Enhanced Sampling Simulations of Wild Type Epidermal Growth Factor Receptor (EGFR) Oligomers for Future Theraputic Strategies

Principal Investigator: Marat Talipov, Ph.D.

Affiliation/Dept: New Mexico State University, Department of Chemistry & Biochemistry

Description: The Epidermal Growth Factor Receptor (EGFR) is a critical player in cell signaling and is
pivotal for the development and progression of various cancers, including those induced by
radiation exposure, such as in space environments. Recent studies of the EGFR have challenged
its once-assumed role as a prototypical receptor tyrosine kinase, revealing that it employs unique
mechanisms to intricately modulate extracellular signal transduction through a variety of ligation
and oligomerization states. While techniques such as X-ray crystallography, Cryo-EM, and
molecular dynamics have significantly advanced our understanding of EGFR’s structural
aspects, the mechanism of its signal transduction remains a mystery.
In this proposal, we will employ all-atom and coarse-grained molecular dynamics simulations in
conjunction with enhanced sampling techniques to dissect the intricate dynamics of the wild type
monomer and oligomer forms of EGFR. This approach is designed to provide a deeper
understanding of EGFR's functional mechanisms, particularly in the context of cancer
development influenced by radiation exposure. The insights gained from this study will provide a
foundation for future therapeutic strategies, particularly in designing drugs that target and
inactivate constitutively active EGFR mutants while not affecting the wild-type EGFR. This
work will contribute to the field of cancer therapeutics, and it has potential implications for
human health during space exploration, where radiation exposure poses a significant risk.
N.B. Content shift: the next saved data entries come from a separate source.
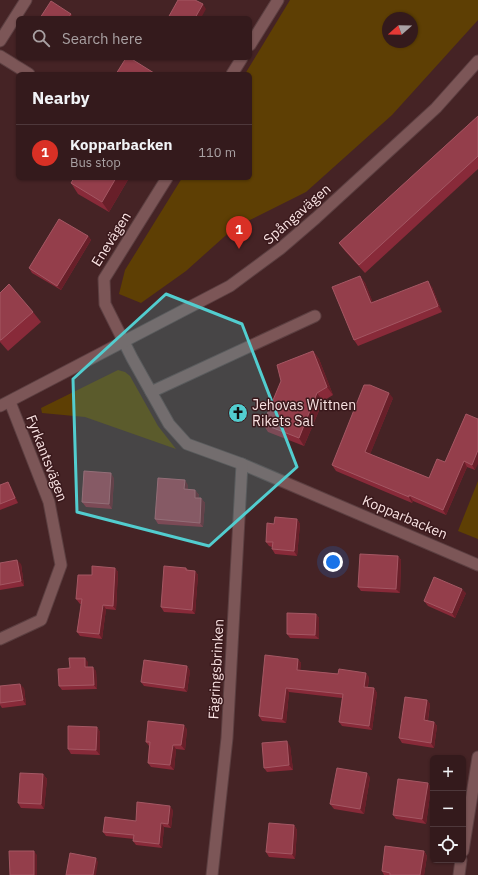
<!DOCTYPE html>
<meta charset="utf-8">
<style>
body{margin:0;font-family:"IBM Plex Sans",sans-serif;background:#3c2325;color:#f1f3f6}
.controls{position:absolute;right:12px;bottom:12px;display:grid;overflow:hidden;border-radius:6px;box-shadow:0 1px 3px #0004}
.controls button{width:36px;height:36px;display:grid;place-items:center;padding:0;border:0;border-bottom:1px solid #4e383b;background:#341a1c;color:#f1f3f6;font:20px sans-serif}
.compass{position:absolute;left:382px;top:12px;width:36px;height:36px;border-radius:50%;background:#341a1c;box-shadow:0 1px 3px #0004;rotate:250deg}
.you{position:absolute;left:333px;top:562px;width:14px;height:14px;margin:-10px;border:3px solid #fff;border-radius:50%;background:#1a73e8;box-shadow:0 0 0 6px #1a73e833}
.badge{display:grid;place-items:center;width:26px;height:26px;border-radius:50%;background:#d93025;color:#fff;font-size:13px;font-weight:700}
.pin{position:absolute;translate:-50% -33px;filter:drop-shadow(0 1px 2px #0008)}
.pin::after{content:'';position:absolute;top:21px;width:14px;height:12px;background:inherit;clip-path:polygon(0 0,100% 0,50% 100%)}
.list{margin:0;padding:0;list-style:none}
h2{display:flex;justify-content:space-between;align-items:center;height:52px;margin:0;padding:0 16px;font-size:17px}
h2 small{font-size:13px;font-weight:400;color:#a9a1a3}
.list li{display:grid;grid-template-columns:26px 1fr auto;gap:12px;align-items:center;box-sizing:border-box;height:56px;padding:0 16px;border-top:1px solid #4e383b}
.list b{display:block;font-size:15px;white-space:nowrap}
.list p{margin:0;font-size:13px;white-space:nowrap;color:#a9a1a3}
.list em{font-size:13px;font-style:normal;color:#a9a1a3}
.icon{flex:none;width:22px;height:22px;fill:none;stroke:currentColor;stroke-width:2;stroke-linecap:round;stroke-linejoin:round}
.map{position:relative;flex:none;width:478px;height:875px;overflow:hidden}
.search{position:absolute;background:#341a1c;box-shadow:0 1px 3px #0004;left:16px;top:16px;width:236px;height:44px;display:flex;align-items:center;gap:10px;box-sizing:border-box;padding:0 14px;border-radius:6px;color:#a9a1a3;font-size:15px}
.panel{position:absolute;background:#341a1c;box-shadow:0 1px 3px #0004;left:16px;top:72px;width:236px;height:108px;border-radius:6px}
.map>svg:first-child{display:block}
</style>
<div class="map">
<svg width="478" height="875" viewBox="0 0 478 875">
<rect width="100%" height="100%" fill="#452325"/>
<g fill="#5e3f04" fill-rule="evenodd">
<path d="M290,0H478V20L392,115L306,192L234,228L186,271L141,303L119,294L125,270L182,178H250V74H245ZM388,18H412V42H388Z"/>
<polygon points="118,370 125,372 130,376 158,426 176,449 85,417 42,413 41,408"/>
<polygon points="478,481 478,539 458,531"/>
</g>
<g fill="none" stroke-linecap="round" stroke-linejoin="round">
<g stroke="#5c3f41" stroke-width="13">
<polyline id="service" points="151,392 315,316"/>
</g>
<g stroke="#5c3f41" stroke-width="13">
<g id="minor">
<polyline points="0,41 26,0"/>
<polyline points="250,45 278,0"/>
<polyline points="0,56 29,74"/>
<polyline points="232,74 242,58"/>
<polyline points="167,178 104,279 105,304 132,358 169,424 187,444 242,464 478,565"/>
<polyline points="0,639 41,620 61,565 49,502 10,402"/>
<polyline points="463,851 478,757"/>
<polyline points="212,875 227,738 242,464"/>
<polyline points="459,875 461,860"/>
</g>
</g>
<g stroke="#5c3f41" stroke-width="13">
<polyline id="tertiary" points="0,406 230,286 280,249 316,218 436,108 478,61"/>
</g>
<use href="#service" stroke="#7c5657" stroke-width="11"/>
<use href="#minor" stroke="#7c5657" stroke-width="11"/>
<use href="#tertiary" stroke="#7c5657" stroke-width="11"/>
</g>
<g fill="#882a39">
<polygon points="478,116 478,169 365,273 345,251 339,243"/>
<polygon points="129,178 109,212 78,194 71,183"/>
<polygon points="88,236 91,240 61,290 32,273 29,268"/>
<polygon points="360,276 365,283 373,303 432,287 442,312 358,346 354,340"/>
<polygon points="0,293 33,312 41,322 8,351 0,342"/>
<polygon points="313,351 319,359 333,395 323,401 304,446 268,432 263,424"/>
<polygon points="393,398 370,454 429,478 445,462 466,414 475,470 467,467 446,515 413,501 412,503 336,471 332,465"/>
<polygon points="114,478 112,509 86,507 82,502"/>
<polygon points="8,482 11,487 18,503 0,510 0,485"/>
<polygon points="188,485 188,490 195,490 199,495 198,498 201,498 205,503 203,527 158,524 155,519"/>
<polygon points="297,519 300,524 297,556 275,554 272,549 272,547 269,546 266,542 274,524"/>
<polygon points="398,556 401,560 400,593 361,591 358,587"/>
<polygon points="0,563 21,564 24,586 0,590"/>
<polygon points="115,568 118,572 116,610 106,609 102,639 80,636 77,632 81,604 80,604 76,599 92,575"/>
<polygon points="186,568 188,570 195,571 198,575 195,614 164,612 161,607"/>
<polygon points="466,593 455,618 428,606 424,601"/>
<polygon points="316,614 319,618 319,639 290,638 287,634"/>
<polygon points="298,659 301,663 300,670 369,677 368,687 374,688 377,693 372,730 342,726 339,722 342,698 289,692 286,723 262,721 259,716"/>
<polygon points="88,662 88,667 96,671 97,689 62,690 59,686 70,668"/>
<polygon points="187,666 190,671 187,692 144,686 141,682"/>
<polygon points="0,686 24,688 26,705 2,708 0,705"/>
<polygon points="427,700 430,704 428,721 434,722 437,726 434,748 402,743 399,738"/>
<polygon points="97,727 100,732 100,755 71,754 68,749"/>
<polygon points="187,729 185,750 176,749 174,770 151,767 148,763 149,746 146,742"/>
<polygon points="290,746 293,770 267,772 264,768"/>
<polygon points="43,774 47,779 44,809 21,808 18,803"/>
<polygon points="370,777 364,814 334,809 330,804"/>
<polygon points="428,783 431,788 426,824 396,819 393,815"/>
<polygon points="173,810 171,828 164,827 162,848 136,845 133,841 134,839 106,836 103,832 136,821"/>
<polygon points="294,825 297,830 295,859 269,857 266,852"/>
<polygon points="424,851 427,856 424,875 384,875 382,871"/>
</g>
<g fill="#681f29">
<polygon points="203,4 206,9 201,18 195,18"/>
<polygon points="71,14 74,18 68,18"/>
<polygon points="116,178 129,178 109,212 102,202"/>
<polygon points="88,236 91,240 61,290 57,286"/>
<polygon points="360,276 365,283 376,310 371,303"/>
<polygon points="428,281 432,287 442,312 438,306"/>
<polygon points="313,351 319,359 333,395 327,387"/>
<polygon points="317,393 323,401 304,446 299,438"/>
<polygon points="389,393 393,398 369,457 365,452"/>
<polygon points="478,450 478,464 475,470 472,465"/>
<polygon points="464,461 467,467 446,515 443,510"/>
<polygon points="111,473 114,478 112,509 109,504"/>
<polygon points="185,480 188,485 188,494 184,489"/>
<polygon points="8,482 11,487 18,503 15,498"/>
<polygon points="195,490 199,495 198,502 195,498"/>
<polygon points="409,495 413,501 412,503 409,497"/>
<polygon points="201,498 205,503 203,527 200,523"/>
<polygon points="297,519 300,524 297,556 294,551"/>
<polygon points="398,556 401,560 400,593 396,589"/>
<polygon points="17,560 21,564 24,586 21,581"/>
<polygon points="115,568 118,572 116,610 113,606"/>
<polygon points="195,571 198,575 195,614 192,610"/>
<polygon points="462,589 466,593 455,618 452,613"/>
<polygon points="103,605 106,609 102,639 99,634"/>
<polygon points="316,614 319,618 319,639 315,635"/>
<polygon points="85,658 88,662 88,672 85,667"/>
<polygon points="298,659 301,663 300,675 297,670"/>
<polygon points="187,666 190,671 187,692 184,688"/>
<polygon points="93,667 96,671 97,689 94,685"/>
<polygon points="366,673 369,677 367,691 364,687"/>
<polygon points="20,684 24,688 26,705 23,700"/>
<polygon points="286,688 289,692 286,723 282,719"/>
<polygon points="374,688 377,693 372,730 369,726"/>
<polygon points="427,700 430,704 427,725 424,720"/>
<polygon points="434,722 437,726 434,748 431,743"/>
<polygon points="184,725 187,729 185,750 181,745"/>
<polygon points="97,727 100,732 100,755 96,750"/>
<polygon points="287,741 290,746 293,770 289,765"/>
<polygon points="173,745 176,749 174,770 170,765"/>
<polygon points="367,773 370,777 364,814 360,809"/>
<polygon points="43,774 47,779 44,809 41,804"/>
<polygon points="428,783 431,788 426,824 422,819"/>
<polygon points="170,806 173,810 171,828 168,824"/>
<polygon points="161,823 164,827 162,848 159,844"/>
<polygon points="294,825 297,830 295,859 292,854"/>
<polygon points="34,851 37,855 37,875 34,875"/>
<polygon points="424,851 427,856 424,875 420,875"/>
<polygon points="96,858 98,862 96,875 93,875"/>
</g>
<g fill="#943e4b" stroke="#a45763">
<polygon points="178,0 195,0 203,4 195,18 168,18"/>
<polygon points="51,1 71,14 68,18 40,18"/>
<polygon points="126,58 130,58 154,73 153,74 116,74"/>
<polygon points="478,116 478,156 359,265 339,243"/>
<polygon points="74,178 116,178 102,202 71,183"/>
<polygon points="59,219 88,236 57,286 29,268"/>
<polygon points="360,276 371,303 428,281 438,306 354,340 332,287"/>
<polygon points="9,284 33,312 1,340 0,340 0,293"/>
<polygon points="313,351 327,387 317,393 299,438 263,424 281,381 277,365"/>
<polygon points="364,385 370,385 389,393 365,452 429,478 437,459 445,462 466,414 478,419 478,450 472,465 464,461 443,510 409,495 409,497 332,465"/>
<polygon points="84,471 111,473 109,504 82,502"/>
<polygon points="158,478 185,480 184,489 195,490 195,498 201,498 200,523 155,519"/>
<polygon points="8,482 15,498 0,504 0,485"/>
<polygon points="275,517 297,519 294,551 272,549 273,542 266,542 267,523 274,524"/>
<polygon points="360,554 398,556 396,589 358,587"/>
<polygon points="17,560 21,581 0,585 0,563"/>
<polygon points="92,566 115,568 113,606 103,605 99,634 77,632 82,599 76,599 78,575 92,575"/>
<polygon points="164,566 186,568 186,570 195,571 192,610 161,607"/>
<polygon points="434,577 462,589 452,613 424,601"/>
<polygon points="287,613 316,614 315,635 287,634"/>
<polygon points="265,655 298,659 297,670 338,674 339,669 366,673 364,687 374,688 369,726 339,722 343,694 286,688 282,719 259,716"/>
<polygon points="69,658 85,658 85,667 93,667 94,685 59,686 58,669 70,668"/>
<polygon points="144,660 187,666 184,688 141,682"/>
<polygon points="20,684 23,700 0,703 0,686"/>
<polygon points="405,697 427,700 424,720 434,722 431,743 399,738"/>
<polygon points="148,721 184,725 181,745 173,745 170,765 148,763 150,742 146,742"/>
<polygon points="68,726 97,727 96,750 68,749"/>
<polygon points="287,741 289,765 264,768 262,743"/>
<polygon points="337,768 367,773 360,809 330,804"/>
<polygon points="20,773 43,774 41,804 18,803"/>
<polygon points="398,779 428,783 422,819 393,815"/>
<polygon points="137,802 170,806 168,824 161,823 159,844 133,841 134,835 103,832 105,817 136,821"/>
<polygon points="269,823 294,825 292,854 266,852"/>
<polygon points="385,846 424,851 420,875 390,875 390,873 382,871"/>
<polygon points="9,851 34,851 34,875 10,875"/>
<polygon points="70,853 96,858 93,875 66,875"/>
</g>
<path fill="#52cdcf" fill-opacity="0.2" stroke="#52cdcf" stroke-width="3" stroke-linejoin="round" d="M166,294L242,324L297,467L209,546L77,512L73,379Z"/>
<defs>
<g id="church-disc" transform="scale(1)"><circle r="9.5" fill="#52cdcf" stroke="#3a191c"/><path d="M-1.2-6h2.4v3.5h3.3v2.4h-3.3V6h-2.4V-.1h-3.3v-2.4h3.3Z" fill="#111"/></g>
</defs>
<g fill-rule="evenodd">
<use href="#church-disc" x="238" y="413"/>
</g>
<g text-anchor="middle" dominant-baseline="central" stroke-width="3" stroke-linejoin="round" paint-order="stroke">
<g font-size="14" fill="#f9e2e2" stroke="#3a191c">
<text transform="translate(297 214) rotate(-41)">Spångavägen</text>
<text transform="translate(111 239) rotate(-58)">Enevägen</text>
<text transform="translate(47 458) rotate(69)">Fyrkantsvägen</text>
<text transform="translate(405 517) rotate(23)">Kopparbacken</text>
<text transform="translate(216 669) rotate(-87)">Fägringsbrinken</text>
</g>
<g font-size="14" fill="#f9e2e2" stroke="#3a191c" text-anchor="start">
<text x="252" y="405">Jehovas Wittnen<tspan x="252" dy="16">Rikets Sal</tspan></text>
</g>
</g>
</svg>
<div class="controls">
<button>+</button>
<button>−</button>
<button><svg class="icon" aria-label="locate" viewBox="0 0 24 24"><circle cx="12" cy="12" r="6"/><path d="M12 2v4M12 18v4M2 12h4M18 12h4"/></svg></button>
</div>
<svg class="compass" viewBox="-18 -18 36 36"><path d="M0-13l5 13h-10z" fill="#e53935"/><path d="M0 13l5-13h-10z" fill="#a9a1a3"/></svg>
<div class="you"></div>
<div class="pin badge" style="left:239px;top:249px">1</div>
<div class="search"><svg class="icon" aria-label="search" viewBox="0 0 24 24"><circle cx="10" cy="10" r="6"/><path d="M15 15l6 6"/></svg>Search here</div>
<section class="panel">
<h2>Nearby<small></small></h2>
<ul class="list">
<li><span class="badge">1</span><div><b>Kopparbacken</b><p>Bus stop</p></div><em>110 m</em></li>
</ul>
</section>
</div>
Novel SiC Structures for Space Exploration

Principal Investigator: Sakineh Chabi

Affiliation/Dept: University of New Mexico, Department of Mechanical Engineering

Description: This project aims to develop a new class of silicon carbide (SiC) materials that can be useful for several space-related applications. As a wide bandgap semiconducting ceramic material with high thermal capability, high voltage breakdown, excellent chemical stability, and strong mechanical properties, SiC is a leading material for high-temperature and high-power applications. For example, while silicon electronics fail at temperatures above 200 °C, silicon carbide components are ideal candidates for high temperatures and extreme environments such as the surface of Venus. Despite several advantages that silicon carbide has over silicon, current SiC technologies are from ideal. Problems include materials quality, rapid oxidation, and poor performance/reliability. To address these problems, we propose to develop a new form of silicon carbide, called 2D SiC, which is expected to be superior to existing SiC materials. The proposed work is innovative and motivated by our recent success in creating the first two-dimensional silicon carbide (2D SiC). Research objectives include (i) fabrication and structural characterization of 2D SiC and related materials, (ii) thermal measurements of the grown materials, and (iii) electrical measurements of SiC nanosheet. The proposed work is directly related to space applications. It aligns with NASA's interest in high-temperature materials/electronics, as well as ultralightweight materials. Thus, receiving this seed funding will enable us to conduct high-impact research to solve scientific and technical problems of importance to NASA. It will also contribute to future research and innovative activities in New Mexico.

Precision Timing of Particles Tracked in Space Investigation of Competing Low Grain Avalanche Detector Technologies

Principal Investigator: Sally Seidel, Ph.D.

Affiliation/Dept: University of New Mexico, Department of Physics and Astronomy

Description: We propose to measure the timing resolution of Low Grain Avalanche Detectors (LGADs) as a function of proton and gamma fluence, for the DC-LGAD, AC-LGAD, and DJ-LGAD technology options, all of which are relevant to devices that could be deployed for space science. This project is consistent with the objectives of the NASA HEOMD, SMD, and STMD directorates. It follows from a prior effort supported by the NMSGC that led to a publication on LGAD gamma ray tolerance, conference presentations, and multiple student research experiences. This works involves the efforts of two New Mexico students and two New Mexico senior researchers and uses irradiation facilities at the Los Alamos National Laboratory and Sandia National Laboratories.